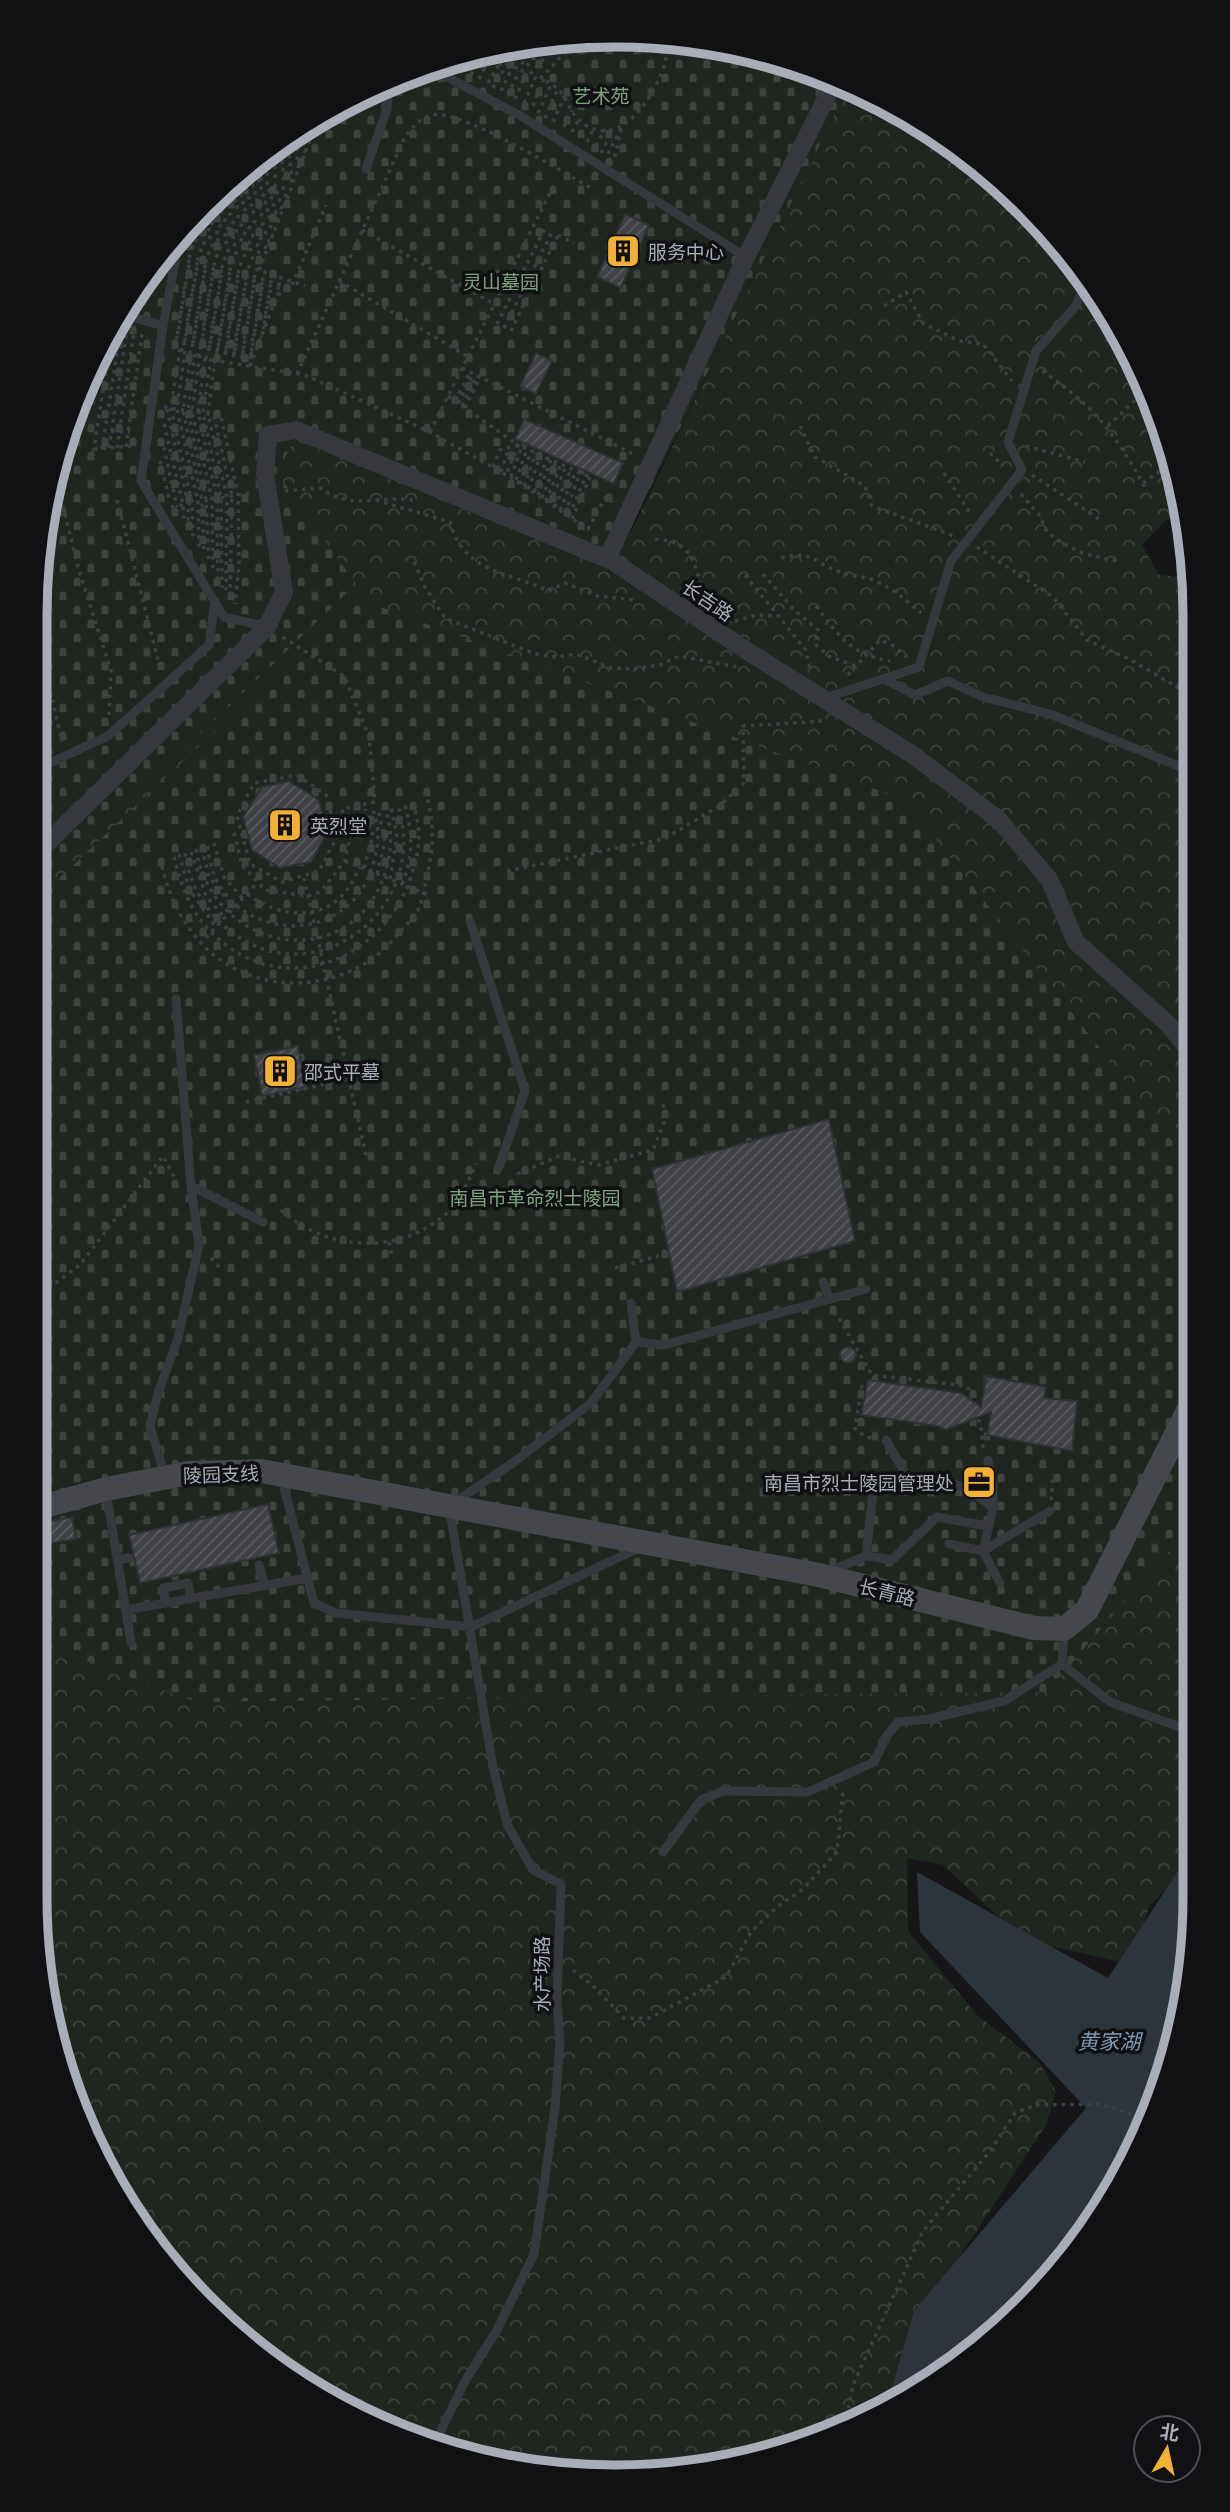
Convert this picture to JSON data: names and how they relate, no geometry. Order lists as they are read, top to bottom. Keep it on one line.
{"streets":{"street":["长吉路","陵园支线","长青路"],"lane":["水产场路"]},"crossings":[["陵园支线","长青路"],["陵园支线","水产场路"],["长青路","水产场路"]],"water":["黄家湖"],"parks":["艺术苑","灵山墓园","南昌市革命烈士陵园"],"places":{"building":["服务中心","英烈堂","邵式平墓"],"office":["南昌市烈士陵园管理处"]},"north":"top"}
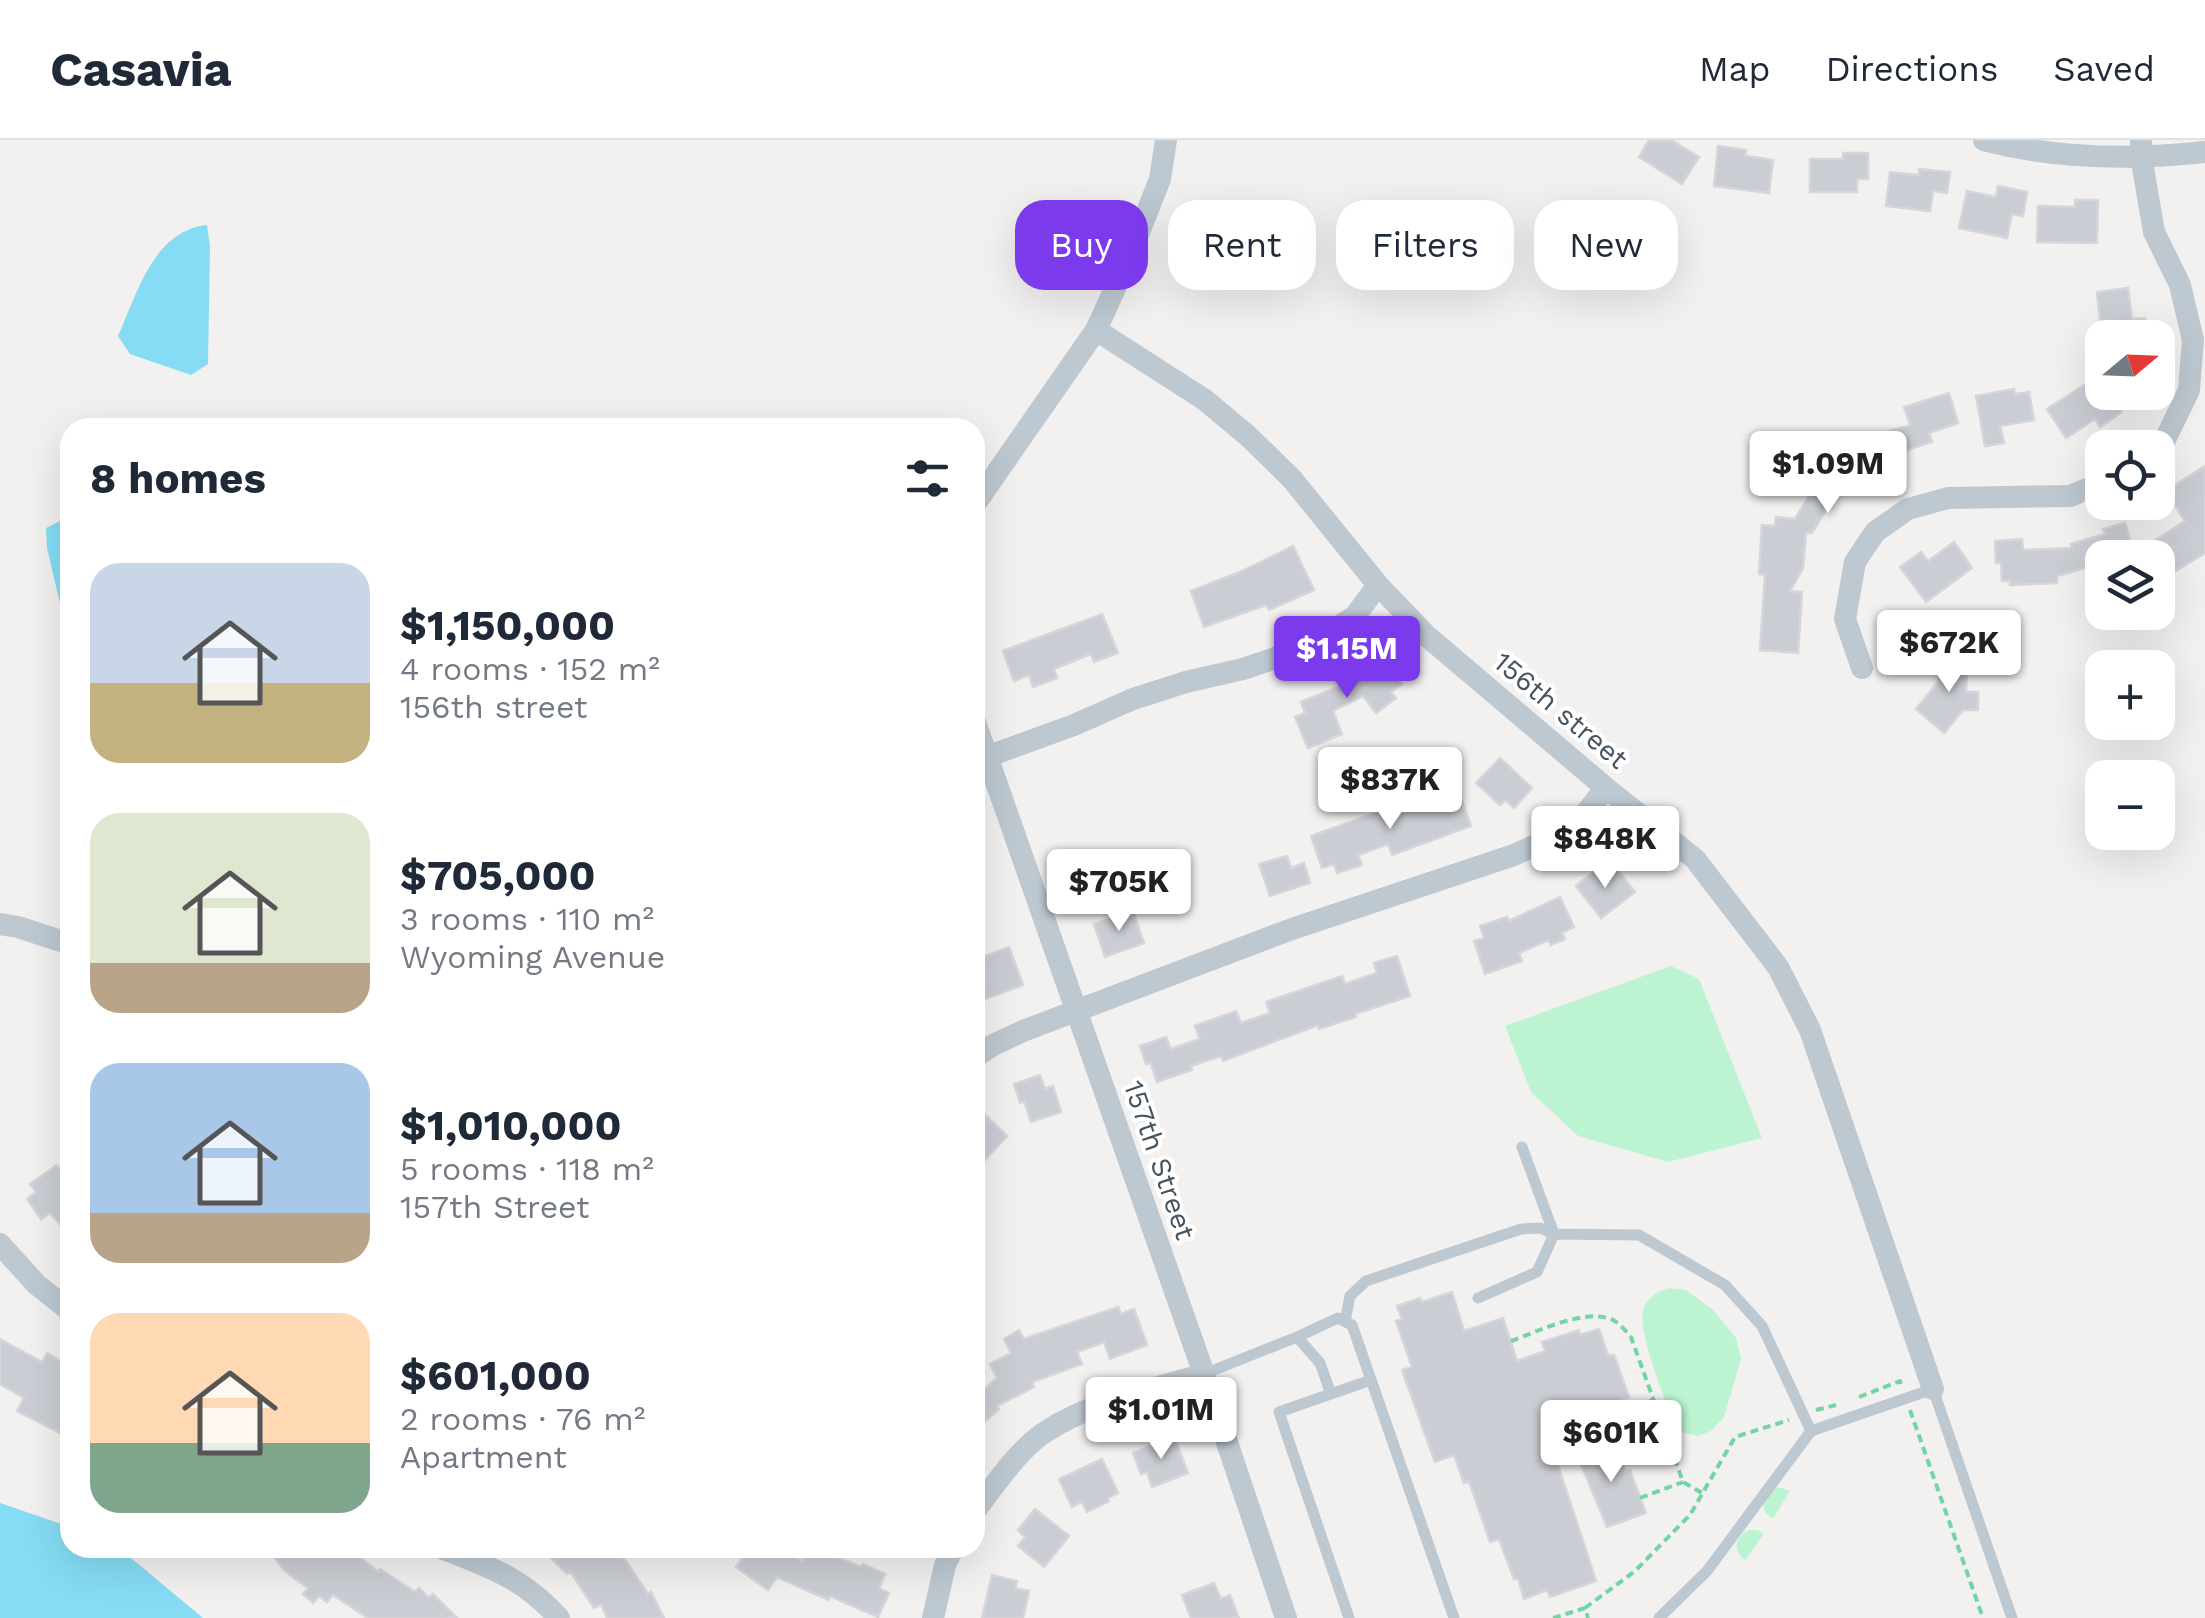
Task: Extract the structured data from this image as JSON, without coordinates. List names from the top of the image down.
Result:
{
  "streets": {
    "street": ["156th street", "157th Street"]
  },
  "north": "right",
  "page": {
    "header": "Casavia",
    "nav": ["Map", "Directions", "Saved"],
    "chip": [
      "Buy",
      "Rent",
      "Filters",
      "New"
    ],
    "map_buttons": ["+", "−"],
    "heading": "8 homes",
    "price": [
      "$1.09M",
      "$672K",
      "$1.15M",
      "$837K",
      "$848K",
      "$705K",
      "$1.01M",
      "$601K"
    ],
    "list": [
      {
        "name": "$1,150,000",
        "note": "4 rooms · 152 m² · 156th street"
      },
      {
        "name": "$705,000",
        "note": "3 rooms · 110 m² · Wyoming Avenue"
      },
      {
        "name": "$1,010,000",
        "note": "5 rooms · 118 m² · 157th Street"
      },
      {
        "name": "$601,000",
        "note": "2 rooms · 76 m² · Apartment"
      }
    ]
  }
}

-*-*-

Try it:
Omit the pictures and output all remaining material exactly.

Your response:
Convert this picture to JSON data: names and how they relate, no geometry. Order lists as they are read, top to bottom. Keep it on one line.
{"streets":{"street":["长吉路","陵园支线","长青路"],"lane":["水产场路"]},"crossings":[["陵园支线","长青路"],["陵园支线","水产场路"],["长青路","水产场路"]],"water":["黄家湖"],"parks":["艺术苑","灵山墓园","南昌市革命烈士陵园"],"places":{"building":["服务中心","英烈堂","邵式平墓"],"office":["南昌市烈士陵园管理处"]},"north":"top"}
Task: Extract the structured data from this image as JSON, without coordinates. List names from the top of the image down.
Result:
{
  "streets": {
    "street": ["156th street", "157th Street"]
  },
  "north": "right",
  "page": {
    "header": "Casavia",
    "nav": ["Map", "Directions", "Saved"],
    "chip": [
      "Buy",
      "Rent",
      "Filters",
      "New"
    ],
    "map_buttons": ["+", "−"],
    "heading": "8 homes",
    "price": [
      "$1.09M",
      "$672K",
      "$1.15M",
      "$837K",
      "$848K",
      "$705K",
      "$1.01M",
      "$601K"
    ],
    "list": [
      {
        "name": "$1,150,000",
        "note": "4 rooms · 152 m² · 156th street"
      },
      {
        "name": "$705,000",
        "note": "3 rooms · 110 m² · Wyoming Avenue"
      },
      {
        "name": "$1,010,000",
        "note": "5 rooms · 118 m² · 157th Street"
      },
      {
        "name": "$601,000",
        "note": "2 rooms · 76 m² · Apartment"
      }
    ]
  }
}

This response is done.